Guerrero è l’Afghanistan del Messico: i campi di papaveri dell’alta sierra sfornano il 98 per cento della produzione nazionale di oppio e Acapulco è lo snodo principale del traffico di oppiacei verso gli Stati Uniti, dove negli ultimi anni il consumo di eroina e i decessi per overdose (47 mila solo nel 2014) sono aumentati in modo esponenziale. Guerrero è anche il terreno ideale per la criminalità organizzata: montagne inaccessibili, una cultura della violenza ancestrale, una popolazione impoverita, un sistema politico corrotto.
Per lungo tempo la plaza di Acapulco è stata gestita – con la copertura dell’esercito e dei governanti locali – dal cartello Beltrán-Leyva e da Joaquín El Chapo Guzmán, boss del cartello di Sinaloa. Gli omicidi non superavano i 300 l’anno e le violenze sui civili erano contenute. Ma con l’uccisione nel 2009 di Arturo Beltrán-Leyva, l’arresto di suo fratello Carlos, del trafficante Édgar Valdez Villarreal “La Barbie” e poi del Chapo Guzmán, la precaria tregua è andata in frantumi, spianando la strada a dozzine di gang criminali sempre più brutali e fuori controllo: Cida (Cartello indipendente di Acapulco), Jalisco Nueva Generación del boss Nemesio Oseguera Cervantes “El Mencho”, Los Rojos, El Comando del Diablo, La Familia Michoacana, Los Caballeros Templarios, La Barredora, e numerosi altri gruppi, una cinquantina, in lotta per accaparrarsi il lucroso business della droga, delle estorsioni e dei levantones, i sequestri.
Falciati dai cuernos de chivo, i Kalashnikov, cadono alti funzionari come il capo della polizia di Guerrero Tomás Hernández Martínez, trucidato il 20 settembre con la moglie, e povera gente come il figlio della señora Ines della colonia La Laja, che ringrazia Dio perché il suo ragazzo non è stato squartato e ha potuto seppellirlo con la testa sul collo.
Nei villaggi della sierra a garantire un minimo di sicurezza sono i volontari delle milizie di autodifesa. A La Concepción, 600 anime nella zona rurale lungo il rio Papagayo, ci sono gli uomini del Crac, Coordinamento regionale delle autorità comunitarie: formano pattuglie, ronde notturne, posti di blocco. A Xaltianguis, 17 mila abitanti, ci sono i miliziani del Fusdeg, Frente unido por la seguridad y el desarrollo del Estado de Guerrero, armati di machete, pistole, vecchi fucili M-1 e mitragliette Uzi. “Qui non entra nessuno” assicura il comandante Carlos mentre mi scorta nel carcere dove languono due detenuti. “Chi ci ha provato l’ha pagata cara. Prima c’erano delitti, rapine, assalti con armi pesanti. Xaltianguis era un villaggio fantasma e qui intorno è pieno di fosse comuni. Da quando sorvegliamo la zona ci sono stati solo due sequestri. È semplice: se vediamo un sospetto che corre, lo inseguiamo e lo uccidiamo”.

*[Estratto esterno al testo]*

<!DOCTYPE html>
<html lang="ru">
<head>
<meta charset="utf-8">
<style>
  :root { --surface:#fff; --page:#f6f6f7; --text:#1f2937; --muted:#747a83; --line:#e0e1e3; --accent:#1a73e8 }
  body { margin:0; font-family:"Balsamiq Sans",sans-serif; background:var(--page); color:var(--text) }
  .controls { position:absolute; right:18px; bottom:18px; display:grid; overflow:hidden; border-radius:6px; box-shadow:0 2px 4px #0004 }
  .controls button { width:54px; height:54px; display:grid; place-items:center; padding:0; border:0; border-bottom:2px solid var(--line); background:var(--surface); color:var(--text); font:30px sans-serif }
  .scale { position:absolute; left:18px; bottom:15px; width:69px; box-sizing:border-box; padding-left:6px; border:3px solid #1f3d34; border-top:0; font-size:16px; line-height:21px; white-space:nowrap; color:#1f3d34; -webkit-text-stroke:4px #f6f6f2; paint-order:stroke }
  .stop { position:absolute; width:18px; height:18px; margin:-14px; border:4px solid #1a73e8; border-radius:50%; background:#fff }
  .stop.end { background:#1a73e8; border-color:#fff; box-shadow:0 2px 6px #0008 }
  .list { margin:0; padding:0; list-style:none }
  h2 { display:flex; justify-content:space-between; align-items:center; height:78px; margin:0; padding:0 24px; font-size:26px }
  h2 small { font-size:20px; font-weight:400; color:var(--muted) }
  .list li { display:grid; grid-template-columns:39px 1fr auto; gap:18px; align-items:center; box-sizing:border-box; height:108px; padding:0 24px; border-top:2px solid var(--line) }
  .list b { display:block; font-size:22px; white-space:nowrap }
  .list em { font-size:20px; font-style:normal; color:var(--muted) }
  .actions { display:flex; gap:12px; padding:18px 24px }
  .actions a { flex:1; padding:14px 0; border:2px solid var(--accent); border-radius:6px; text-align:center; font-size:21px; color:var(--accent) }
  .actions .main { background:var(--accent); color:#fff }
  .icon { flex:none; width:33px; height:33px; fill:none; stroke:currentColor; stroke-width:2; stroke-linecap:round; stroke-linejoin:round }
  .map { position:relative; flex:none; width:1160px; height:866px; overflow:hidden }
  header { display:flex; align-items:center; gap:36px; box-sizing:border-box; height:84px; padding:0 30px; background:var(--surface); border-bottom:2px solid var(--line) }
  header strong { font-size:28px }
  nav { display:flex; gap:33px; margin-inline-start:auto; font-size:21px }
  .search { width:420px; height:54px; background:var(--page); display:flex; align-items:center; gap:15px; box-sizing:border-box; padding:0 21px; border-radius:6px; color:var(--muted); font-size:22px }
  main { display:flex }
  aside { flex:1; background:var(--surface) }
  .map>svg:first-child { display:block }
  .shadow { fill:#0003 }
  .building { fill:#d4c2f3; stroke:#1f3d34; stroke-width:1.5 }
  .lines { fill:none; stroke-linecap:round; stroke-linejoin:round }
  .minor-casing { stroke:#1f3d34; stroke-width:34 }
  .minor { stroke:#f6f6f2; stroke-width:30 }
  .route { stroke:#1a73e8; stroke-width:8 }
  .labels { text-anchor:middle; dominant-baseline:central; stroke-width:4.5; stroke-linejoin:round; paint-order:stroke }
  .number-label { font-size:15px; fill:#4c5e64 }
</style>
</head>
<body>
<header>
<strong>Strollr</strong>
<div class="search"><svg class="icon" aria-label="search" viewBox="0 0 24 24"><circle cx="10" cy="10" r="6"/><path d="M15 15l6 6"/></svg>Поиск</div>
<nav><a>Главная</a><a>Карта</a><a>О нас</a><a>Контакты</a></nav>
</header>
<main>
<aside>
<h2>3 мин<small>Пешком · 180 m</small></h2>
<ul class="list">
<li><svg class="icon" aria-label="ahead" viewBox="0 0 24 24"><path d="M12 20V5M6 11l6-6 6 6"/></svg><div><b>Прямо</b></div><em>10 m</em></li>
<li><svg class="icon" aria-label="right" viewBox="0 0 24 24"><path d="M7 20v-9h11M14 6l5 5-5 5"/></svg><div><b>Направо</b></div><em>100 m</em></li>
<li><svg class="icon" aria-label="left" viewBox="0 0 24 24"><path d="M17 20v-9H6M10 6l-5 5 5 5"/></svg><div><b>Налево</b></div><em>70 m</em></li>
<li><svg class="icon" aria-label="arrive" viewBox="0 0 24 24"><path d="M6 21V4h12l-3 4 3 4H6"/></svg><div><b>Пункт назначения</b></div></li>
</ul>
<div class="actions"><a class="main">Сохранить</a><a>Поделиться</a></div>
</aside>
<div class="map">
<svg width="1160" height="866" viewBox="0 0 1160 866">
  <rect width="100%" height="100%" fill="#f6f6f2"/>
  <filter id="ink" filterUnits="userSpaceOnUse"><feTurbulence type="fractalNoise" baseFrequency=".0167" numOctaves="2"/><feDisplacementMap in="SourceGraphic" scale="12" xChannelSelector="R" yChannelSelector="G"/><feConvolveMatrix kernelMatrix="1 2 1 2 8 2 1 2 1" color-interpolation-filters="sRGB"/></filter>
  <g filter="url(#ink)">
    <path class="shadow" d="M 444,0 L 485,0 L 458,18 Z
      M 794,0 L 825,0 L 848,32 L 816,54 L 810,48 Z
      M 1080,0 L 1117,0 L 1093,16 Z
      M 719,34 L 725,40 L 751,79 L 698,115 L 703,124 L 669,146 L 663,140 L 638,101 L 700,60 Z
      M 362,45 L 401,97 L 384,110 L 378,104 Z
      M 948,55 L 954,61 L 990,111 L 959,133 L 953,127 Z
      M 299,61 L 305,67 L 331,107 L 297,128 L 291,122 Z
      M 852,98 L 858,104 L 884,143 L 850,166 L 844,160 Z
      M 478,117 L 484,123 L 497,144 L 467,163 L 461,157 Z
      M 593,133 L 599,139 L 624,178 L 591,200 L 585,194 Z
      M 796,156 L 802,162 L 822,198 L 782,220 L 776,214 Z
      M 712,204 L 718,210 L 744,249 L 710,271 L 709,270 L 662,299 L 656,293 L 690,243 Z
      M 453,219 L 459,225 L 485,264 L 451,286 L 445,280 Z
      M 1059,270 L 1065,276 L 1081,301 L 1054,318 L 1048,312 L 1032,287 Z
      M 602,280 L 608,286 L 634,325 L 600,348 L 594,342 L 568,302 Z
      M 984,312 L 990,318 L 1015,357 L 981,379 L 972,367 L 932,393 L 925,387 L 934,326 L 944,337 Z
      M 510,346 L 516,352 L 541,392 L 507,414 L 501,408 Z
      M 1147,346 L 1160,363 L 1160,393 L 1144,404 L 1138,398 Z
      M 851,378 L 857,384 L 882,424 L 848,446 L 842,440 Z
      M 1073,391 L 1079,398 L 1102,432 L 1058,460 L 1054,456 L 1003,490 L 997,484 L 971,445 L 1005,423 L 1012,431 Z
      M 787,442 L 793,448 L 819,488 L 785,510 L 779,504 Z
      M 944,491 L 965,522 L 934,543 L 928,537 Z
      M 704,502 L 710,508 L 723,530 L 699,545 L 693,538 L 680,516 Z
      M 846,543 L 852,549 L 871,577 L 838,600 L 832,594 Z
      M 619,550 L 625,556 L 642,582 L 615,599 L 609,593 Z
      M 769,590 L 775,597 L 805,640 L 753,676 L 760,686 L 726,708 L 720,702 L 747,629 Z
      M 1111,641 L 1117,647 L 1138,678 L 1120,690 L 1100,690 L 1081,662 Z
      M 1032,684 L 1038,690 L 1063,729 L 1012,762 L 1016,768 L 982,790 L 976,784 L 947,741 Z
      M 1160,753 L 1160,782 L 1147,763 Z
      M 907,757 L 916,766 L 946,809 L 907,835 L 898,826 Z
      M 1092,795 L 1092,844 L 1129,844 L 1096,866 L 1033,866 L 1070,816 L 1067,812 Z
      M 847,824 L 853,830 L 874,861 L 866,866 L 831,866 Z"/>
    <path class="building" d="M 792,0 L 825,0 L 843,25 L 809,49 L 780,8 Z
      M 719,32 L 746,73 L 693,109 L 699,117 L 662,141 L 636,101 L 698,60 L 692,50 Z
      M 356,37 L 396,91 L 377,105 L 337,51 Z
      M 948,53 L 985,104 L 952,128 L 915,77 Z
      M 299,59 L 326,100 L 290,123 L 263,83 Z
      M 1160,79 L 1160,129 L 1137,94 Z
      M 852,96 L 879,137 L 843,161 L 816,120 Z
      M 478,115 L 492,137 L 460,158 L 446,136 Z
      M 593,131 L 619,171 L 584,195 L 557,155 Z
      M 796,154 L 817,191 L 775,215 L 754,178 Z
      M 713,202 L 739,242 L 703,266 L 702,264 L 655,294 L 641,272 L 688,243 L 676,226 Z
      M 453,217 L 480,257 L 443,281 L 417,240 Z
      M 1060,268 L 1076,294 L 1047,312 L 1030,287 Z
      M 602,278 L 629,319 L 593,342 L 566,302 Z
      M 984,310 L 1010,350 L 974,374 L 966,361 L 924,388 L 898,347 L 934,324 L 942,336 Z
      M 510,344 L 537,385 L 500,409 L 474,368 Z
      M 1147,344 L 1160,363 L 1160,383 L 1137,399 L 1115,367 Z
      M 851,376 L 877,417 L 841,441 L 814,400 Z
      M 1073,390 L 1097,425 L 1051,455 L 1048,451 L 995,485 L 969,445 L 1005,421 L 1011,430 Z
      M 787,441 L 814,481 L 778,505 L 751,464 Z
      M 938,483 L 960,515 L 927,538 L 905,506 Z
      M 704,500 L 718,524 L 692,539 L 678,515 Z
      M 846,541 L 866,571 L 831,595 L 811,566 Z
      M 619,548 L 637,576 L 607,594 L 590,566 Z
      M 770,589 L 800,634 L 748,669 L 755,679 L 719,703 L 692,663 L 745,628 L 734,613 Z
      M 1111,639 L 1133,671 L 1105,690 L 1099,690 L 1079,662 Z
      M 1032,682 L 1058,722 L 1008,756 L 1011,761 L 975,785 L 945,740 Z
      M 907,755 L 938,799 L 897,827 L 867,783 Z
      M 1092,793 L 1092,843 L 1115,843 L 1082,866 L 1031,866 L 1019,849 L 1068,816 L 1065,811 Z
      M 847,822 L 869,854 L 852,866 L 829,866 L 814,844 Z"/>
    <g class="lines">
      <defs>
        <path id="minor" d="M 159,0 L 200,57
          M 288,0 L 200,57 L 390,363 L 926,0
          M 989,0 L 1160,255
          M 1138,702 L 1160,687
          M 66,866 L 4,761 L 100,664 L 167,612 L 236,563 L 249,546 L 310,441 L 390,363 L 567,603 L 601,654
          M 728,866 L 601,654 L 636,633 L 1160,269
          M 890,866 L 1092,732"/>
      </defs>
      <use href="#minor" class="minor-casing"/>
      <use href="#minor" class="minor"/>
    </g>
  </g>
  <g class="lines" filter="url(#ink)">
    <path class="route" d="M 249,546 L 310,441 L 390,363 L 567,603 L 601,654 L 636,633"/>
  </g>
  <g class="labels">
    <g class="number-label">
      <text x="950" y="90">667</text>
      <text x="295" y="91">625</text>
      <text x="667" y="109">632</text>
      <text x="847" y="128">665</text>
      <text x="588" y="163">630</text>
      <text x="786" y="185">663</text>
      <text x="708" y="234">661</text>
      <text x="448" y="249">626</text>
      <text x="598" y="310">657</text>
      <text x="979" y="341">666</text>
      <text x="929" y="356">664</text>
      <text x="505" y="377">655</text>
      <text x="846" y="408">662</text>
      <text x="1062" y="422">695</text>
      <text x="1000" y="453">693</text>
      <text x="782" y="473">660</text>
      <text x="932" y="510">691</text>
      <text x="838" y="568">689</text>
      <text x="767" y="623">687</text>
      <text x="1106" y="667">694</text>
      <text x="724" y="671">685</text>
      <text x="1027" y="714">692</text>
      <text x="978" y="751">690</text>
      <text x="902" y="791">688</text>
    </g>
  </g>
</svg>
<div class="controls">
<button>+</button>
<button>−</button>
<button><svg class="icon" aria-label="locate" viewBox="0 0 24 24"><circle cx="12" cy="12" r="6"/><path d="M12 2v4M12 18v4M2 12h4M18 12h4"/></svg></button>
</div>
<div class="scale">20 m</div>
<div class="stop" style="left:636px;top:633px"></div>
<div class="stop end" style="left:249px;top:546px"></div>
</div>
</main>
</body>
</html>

Quello che Carlos non dice è che anche le milizie paramilitari hanno cominciato a combattersi tra loro. Il 15 ottobre il comandante del Fusdeg Julio Alarcón è stato assassinato a Chilpancingo dal sicario di un gruppo rivale. E c’è chi sostiene che il movente dell’omicidio sia sempre lo stesso: la guerra per il controllo del fiume di eroina che dalle montagne scende a valle, fino alle spiagge dorate di Acapulco.